## THE TASK
Below are some records. Pull every line that contains the word "casing".

• • • • • • •

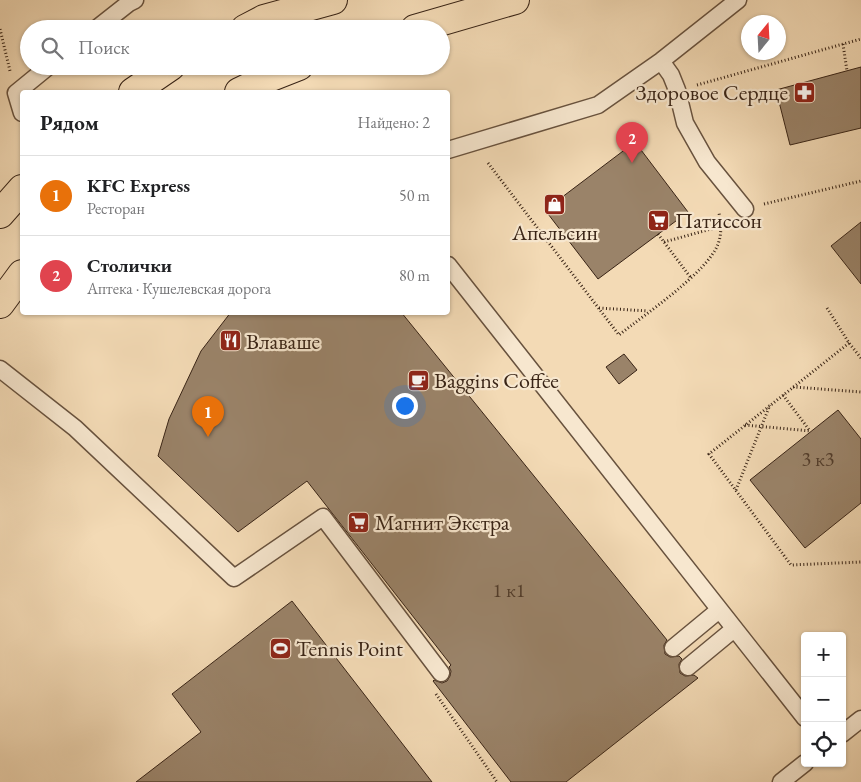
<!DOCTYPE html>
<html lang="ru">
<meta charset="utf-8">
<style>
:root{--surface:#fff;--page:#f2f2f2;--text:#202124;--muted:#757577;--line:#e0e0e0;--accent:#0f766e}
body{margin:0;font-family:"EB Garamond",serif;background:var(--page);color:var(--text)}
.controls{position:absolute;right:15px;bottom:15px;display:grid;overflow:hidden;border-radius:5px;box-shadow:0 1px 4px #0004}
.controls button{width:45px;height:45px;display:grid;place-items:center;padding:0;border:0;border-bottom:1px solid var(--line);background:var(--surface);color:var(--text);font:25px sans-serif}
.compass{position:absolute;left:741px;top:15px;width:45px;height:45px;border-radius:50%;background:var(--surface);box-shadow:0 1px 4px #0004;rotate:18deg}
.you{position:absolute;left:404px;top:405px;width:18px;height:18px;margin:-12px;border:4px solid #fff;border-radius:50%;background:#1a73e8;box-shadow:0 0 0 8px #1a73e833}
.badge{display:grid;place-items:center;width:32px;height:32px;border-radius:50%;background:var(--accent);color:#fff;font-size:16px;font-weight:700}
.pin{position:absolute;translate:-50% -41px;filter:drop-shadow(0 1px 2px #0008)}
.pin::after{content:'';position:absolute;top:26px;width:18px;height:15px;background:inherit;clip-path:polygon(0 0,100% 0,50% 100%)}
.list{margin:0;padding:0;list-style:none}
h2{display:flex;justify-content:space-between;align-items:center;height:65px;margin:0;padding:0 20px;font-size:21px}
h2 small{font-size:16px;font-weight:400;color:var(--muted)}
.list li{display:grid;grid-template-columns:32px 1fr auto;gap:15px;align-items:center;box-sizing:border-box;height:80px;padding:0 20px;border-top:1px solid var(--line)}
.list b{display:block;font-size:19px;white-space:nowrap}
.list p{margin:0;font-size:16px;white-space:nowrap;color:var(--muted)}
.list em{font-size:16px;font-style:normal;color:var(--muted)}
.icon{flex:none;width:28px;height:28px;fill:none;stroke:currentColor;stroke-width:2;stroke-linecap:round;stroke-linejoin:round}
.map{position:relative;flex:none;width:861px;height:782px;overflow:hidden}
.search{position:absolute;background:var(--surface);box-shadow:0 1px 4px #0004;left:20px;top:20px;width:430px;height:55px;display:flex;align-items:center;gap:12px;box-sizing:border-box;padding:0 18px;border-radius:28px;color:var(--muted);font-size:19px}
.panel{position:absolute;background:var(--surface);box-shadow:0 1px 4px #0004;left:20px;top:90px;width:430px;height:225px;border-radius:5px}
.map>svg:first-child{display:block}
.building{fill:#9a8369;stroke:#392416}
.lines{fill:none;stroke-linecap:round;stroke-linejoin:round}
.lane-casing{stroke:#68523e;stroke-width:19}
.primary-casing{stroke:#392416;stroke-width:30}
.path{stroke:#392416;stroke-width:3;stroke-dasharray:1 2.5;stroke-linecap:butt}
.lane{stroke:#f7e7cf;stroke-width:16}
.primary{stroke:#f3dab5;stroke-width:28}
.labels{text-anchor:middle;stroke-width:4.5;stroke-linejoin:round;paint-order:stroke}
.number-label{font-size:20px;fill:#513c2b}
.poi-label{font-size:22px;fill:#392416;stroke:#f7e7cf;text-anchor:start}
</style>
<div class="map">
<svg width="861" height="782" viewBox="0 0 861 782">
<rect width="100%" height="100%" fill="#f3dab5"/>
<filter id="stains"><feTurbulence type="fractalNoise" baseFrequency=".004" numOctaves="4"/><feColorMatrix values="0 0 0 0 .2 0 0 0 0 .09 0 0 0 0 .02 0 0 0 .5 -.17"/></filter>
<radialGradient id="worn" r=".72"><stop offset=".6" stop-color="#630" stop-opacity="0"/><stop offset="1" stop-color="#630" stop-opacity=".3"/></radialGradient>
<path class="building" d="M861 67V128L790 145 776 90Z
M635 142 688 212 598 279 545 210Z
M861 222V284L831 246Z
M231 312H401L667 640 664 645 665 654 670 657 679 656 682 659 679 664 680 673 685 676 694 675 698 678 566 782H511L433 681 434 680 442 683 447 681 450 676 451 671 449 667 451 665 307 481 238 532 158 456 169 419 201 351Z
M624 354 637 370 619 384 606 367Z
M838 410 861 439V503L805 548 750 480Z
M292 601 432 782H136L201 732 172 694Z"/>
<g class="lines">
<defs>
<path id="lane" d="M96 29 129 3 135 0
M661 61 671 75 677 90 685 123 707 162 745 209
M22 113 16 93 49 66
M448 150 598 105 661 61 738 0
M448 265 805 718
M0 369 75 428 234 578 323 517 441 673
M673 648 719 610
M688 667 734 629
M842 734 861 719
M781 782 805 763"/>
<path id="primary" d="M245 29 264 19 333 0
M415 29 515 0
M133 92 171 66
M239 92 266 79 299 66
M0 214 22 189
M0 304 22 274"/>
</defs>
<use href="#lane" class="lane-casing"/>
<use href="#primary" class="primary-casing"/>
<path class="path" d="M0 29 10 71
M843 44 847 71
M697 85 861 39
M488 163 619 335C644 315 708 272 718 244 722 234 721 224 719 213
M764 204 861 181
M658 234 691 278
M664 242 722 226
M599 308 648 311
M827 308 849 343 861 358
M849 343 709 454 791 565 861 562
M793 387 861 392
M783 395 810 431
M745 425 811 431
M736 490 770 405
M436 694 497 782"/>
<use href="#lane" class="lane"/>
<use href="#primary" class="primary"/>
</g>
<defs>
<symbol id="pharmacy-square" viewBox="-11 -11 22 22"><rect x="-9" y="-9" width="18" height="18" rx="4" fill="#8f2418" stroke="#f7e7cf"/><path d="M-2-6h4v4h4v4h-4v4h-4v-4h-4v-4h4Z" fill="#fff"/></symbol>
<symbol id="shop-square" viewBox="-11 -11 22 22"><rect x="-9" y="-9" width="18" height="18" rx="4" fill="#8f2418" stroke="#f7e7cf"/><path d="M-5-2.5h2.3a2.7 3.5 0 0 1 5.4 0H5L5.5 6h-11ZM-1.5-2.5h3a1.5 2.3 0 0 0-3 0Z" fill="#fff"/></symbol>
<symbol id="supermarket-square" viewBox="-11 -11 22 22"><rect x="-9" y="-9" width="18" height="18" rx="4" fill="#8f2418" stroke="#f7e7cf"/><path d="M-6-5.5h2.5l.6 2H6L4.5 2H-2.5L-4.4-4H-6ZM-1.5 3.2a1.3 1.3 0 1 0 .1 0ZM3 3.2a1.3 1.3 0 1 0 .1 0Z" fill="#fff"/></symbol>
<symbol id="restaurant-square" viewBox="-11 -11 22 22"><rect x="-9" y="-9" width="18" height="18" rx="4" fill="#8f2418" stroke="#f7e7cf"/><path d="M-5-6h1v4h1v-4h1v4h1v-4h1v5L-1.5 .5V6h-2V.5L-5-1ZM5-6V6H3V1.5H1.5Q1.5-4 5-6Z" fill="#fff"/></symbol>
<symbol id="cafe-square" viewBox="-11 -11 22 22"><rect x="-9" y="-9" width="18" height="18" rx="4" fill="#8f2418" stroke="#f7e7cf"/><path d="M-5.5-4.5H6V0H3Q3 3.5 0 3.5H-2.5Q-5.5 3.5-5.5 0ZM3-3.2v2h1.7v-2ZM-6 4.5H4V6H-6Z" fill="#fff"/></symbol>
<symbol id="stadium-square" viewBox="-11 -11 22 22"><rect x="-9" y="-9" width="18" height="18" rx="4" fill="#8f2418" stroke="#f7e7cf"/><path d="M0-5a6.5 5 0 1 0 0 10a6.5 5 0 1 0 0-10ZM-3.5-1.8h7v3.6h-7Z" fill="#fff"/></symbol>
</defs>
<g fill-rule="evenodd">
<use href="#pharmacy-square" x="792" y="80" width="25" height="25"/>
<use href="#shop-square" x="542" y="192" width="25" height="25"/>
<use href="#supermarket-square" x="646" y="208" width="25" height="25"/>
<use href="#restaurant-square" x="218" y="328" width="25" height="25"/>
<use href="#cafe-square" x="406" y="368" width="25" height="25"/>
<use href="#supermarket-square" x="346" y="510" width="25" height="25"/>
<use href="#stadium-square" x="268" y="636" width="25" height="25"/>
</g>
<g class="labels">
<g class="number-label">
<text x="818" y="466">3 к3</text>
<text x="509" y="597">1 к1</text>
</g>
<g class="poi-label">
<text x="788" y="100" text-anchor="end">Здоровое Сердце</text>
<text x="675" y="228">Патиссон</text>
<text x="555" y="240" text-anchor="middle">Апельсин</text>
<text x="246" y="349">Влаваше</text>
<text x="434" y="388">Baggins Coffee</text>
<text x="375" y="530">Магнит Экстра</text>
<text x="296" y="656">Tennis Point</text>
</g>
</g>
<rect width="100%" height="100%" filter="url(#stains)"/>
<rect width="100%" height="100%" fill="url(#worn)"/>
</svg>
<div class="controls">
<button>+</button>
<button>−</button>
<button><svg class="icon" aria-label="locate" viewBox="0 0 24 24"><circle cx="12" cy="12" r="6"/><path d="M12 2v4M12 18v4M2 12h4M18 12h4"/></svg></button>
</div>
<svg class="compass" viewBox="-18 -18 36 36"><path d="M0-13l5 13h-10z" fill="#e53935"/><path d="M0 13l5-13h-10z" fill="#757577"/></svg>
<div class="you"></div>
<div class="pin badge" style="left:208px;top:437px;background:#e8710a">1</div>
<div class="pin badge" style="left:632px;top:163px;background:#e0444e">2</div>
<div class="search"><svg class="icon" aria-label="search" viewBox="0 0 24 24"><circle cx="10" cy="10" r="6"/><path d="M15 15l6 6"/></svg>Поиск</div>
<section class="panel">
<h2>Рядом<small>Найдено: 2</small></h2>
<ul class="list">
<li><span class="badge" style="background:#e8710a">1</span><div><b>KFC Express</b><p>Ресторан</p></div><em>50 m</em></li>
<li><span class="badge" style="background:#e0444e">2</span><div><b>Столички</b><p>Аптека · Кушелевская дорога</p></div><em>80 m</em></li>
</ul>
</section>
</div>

• • • • • • •

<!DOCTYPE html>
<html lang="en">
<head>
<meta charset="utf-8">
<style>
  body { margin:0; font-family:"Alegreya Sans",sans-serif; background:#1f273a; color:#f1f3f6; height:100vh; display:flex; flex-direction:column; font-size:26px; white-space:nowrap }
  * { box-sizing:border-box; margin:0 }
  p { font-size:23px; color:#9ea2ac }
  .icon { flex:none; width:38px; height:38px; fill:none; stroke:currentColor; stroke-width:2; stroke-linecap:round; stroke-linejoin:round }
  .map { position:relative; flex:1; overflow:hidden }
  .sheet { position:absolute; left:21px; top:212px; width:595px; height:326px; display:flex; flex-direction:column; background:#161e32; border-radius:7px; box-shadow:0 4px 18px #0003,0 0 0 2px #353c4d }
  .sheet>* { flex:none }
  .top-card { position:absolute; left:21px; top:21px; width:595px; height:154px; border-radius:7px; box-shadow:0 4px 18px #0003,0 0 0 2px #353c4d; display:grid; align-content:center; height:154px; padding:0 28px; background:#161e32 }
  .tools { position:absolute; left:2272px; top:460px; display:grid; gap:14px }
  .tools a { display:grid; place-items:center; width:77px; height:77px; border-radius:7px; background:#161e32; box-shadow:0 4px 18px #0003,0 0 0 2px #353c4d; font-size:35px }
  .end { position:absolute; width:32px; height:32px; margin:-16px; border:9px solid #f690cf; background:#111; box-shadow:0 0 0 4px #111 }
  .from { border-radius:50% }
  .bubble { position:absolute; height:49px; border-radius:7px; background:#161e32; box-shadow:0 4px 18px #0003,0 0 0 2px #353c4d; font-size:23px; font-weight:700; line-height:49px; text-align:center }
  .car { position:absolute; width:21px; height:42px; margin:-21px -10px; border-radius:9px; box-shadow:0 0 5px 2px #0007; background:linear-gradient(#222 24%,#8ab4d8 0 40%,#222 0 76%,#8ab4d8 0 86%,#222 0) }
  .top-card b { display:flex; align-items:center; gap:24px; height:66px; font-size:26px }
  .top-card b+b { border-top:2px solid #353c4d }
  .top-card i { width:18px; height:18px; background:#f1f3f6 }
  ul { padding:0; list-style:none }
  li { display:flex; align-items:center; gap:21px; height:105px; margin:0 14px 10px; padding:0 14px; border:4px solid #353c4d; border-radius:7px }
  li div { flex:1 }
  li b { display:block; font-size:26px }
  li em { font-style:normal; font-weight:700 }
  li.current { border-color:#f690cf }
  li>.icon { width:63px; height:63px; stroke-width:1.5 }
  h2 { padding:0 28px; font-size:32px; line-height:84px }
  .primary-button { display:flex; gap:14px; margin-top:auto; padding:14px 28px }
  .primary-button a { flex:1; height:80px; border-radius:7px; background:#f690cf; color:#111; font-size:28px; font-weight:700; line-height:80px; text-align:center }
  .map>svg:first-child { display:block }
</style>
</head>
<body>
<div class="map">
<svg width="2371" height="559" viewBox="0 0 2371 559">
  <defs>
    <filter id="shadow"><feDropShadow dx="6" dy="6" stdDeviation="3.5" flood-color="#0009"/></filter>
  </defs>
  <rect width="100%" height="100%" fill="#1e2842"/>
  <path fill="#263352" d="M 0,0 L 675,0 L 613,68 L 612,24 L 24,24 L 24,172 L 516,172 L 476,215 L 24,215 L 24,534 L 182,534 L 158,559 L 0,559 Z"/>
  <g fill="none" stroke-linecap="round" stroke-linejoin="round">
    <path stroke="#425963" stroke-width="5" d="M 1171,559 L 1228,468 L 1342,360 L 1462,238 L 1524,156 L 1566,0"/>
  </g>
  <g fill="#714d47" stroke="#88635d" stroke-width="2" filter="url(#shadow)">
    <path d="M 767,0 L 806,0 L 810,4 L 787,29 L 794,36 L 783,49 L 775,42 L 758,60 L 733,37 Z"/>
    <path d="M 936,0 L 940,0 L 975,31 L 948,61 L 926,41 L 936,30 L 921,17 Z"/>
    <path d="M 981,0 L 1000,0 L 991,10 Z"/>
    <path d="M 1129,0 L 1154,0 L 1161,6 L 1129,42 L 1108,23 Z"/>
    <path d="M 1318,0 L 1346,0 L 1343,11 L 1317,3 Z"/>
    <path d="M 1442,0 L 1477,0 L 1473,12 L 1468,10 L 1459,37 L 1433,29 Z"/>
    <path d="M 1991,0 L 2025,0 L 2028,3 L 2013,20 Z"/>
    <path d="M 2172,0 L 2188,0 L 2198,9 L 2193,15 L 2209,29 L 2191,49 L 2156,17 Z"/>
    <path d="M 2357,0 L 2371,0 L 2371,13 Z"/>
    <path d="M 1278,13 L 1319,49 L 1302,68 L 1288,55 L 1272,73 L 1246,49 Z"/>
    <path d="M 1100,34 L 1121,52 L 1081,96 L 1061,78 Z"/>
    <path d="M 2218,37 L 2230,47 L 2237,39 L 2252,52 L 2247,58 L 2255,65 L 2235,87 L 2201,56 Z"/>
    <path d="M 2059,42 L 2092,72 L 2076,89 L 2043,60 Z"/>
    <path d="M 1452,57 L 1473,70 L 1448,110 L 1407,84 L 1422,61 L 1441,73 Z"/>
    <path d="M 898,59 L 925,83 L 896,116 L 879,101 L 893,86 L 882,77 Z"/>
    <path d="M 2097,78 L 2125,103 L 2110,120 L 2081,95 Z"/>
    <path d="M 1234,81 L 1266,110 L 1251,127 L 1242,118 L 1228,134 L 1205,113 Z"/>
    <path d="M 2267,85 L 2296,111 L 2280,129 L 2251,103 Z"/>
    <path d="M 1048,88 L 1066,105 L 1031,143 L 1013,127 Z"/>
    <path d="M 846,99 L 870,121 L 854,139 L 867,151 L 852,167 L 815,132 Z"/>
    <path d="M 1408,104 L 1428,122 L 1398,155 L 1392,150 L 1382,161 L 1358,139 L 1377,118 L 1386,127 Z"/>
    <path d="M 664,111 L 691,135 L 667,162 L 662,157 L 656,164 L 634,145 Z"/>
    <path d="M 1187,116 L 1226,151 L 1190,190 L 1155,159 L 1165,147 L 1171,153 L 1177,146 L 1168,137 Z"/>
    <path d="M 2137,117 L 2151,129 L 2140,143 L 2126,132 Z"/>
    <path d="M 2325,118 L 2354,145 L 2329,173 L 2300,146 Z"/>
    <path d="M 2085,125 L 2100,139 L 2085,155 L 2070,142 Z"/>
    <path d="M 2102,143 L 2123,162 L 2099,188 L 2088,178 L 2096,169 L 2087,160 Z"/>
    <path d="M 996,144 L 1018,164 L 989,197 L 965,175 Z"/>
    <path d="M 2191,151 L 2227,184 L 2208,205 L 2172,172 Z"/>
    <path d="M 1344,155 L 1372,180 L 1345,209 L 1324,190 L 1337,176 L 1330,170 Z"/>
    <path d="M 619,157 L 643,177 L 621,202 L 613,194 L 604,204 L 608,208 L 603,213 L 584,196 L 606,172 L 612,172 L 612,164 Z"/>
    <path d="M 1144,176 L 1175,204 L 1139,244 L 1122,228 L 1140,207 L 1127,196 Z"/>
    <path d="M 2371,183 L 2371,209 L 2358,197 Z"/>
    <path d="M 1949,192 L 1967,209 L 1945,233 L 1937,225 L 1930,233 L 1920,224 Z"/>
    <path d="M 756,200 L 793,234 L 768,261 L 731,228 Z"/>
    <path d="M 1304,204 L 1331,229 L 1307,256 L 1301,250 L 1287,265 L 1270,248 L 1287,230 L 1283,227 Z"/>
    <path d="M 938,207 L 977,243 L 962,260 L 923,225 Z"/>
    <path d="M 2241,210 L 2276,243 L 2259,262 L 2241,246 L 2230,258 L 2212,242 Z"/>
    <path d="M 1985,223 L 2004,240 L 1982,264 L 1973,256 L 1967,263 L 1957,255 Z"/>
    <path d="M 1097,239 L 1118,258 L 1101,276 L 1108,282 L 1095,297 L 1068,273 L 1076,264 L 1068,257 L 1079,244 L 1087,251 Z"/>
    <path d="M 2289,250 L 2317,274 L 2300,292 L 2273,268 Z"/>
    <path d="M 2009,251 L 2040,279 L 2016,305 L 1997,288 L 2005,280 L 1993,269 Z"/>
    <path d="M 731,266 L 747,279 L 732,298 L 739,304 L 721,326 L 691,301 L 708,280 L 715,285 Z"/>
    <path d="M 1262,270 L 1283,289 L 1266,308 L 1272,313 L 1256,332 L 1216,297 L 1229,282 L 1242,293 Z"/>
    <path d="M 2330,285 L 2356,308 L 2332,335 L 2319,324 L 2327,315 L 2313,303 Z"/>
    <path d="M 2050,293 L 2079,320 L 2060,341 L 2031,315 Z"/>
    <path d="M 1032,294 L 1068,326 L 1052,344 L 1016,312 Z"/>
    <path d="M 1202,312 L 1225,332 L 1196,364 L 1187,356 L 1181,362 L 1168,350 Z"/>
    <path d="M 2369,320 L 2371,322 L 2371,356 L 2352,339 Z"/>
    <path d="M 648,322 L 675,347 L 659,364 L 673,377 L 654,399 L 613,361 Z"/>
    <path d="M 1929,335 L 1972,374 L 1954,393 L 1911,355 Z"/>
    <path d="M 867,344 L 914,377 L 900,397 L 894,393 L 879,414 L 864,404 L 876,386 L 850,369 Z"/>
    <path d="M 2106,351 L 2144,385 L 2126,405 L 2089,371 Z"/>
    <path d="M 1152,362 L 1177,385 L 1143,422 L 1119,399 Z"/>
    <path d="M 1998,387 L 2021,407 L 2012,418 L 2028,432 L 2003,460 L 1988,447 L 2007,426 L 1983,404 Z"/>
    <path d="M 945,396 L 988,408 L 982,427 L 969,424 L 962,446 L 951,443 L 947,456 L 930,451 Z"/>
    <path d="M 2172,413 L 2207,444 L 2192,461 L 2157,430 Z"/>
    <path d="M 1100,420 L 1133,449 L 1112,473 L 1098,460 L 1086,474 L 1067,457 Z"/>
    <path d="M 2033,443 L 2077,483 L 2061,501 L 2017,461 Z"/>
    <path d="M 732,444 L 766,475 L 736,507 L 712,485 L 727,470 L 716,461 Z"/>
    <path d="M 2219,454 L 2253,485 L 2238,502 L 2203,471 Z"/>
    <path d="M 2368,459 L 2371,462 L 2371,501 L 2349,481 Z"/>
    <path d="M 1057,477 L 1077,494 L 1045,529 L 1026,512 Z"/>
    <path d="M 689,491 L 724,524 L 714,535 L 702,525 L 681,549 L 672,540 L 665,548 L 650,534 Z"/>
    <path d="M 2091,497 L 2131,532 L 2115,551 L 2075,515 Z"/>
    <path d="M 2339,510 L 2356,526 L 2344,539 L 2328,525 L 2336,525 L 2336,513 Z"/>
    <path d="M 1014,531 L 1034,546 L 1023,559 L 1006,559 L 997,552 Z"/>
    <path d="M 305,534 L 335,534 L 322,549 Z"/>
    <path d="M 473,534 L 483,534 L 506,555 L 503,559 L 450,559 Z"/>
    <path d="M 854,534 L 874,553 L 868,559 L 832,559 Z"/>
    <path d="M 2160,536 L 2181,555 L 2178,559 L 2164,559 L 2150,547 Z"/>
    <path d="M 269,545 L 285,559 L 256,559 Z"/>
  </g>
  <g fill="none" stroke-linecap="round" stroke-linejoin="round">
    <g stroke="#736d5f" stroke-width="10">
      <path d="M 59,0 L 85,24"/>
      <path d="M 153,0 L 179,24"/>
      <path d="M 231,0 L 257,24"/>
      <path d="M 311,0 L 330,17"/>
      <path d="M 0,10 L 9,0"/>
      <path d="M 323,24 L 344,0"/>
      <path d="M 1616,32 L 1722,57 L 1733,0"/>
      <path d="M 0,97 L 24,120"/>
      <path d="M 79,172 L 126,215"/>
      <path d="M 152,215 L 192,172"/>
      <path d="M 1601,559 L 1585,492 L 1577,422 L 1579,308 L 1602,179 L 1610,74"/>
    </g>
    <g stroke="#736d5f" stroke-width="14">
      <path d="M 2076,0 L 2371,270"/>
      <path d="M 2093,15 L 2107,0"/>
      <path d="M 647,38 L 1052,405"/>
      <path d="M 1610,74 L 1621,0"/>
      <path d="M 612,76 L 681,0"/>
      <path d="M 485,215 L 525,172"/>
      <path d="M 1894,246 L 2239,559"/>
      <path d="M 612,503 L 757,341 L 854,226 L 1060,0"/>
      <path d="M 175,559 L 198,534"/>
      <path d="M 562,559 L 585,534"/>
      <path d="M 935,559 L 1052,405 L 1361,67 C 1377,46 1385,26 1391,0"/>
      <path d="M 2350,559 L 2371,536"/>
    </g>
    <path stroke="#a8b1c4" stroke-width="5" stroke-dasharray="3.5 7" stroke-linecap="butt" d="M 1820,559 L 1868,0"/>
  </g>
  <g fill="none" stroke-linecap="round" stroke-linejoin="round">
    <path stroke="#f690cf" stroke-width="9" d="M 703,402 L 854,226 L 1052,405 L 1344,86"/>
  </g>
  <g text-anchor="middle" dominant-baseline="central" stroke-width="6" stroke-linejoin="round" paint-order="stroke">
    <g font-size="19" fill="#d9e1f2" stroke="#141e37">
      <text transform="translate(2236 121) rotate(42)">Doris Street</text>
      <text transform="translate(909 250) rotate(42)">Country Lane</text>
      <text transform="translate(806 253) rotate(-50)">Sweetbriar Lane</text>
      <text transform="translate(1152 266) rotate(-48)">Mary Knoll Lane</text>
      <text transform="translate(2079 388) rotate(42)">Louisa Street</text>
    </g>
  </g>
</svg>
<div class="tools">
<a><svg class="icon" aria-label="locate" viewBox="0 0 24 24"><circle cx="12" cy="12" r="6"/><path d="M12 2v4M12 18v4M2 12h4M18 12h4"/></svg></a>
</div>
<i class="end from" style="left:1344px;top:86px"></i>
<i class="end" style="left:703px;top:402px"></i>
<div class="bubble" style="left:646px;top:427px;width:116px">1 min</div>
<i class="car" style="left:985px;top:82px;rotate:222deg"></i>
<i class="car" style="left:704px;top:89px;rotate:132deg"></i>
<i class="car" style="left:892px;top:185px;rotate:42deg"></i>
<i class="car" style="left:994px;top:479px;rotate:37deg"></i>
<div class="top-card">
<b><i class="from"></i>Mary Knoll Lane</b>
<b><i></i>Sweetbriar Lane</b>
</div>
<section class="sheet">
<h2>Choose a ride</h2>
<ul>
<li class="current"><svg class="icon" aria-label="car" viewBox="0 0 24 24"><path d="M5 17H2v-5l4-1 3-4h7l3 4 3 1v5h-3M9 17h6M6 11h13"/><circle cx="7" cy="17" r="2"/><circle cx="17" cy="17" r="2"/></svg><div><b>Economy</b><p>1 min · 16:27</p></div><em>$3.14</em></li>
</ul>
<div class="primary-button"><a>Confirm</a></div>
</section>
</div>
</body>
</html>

• • • • • • •

## EXPECTED OUTPUT
.lane-casing{stroke:#68523e;stroke-width:19}
.primary-casing{stroke:#392416;stroke-width:30}
<use href="#lane" class="lane-casing"/>
<use href="#primary" class="primary-casing"/>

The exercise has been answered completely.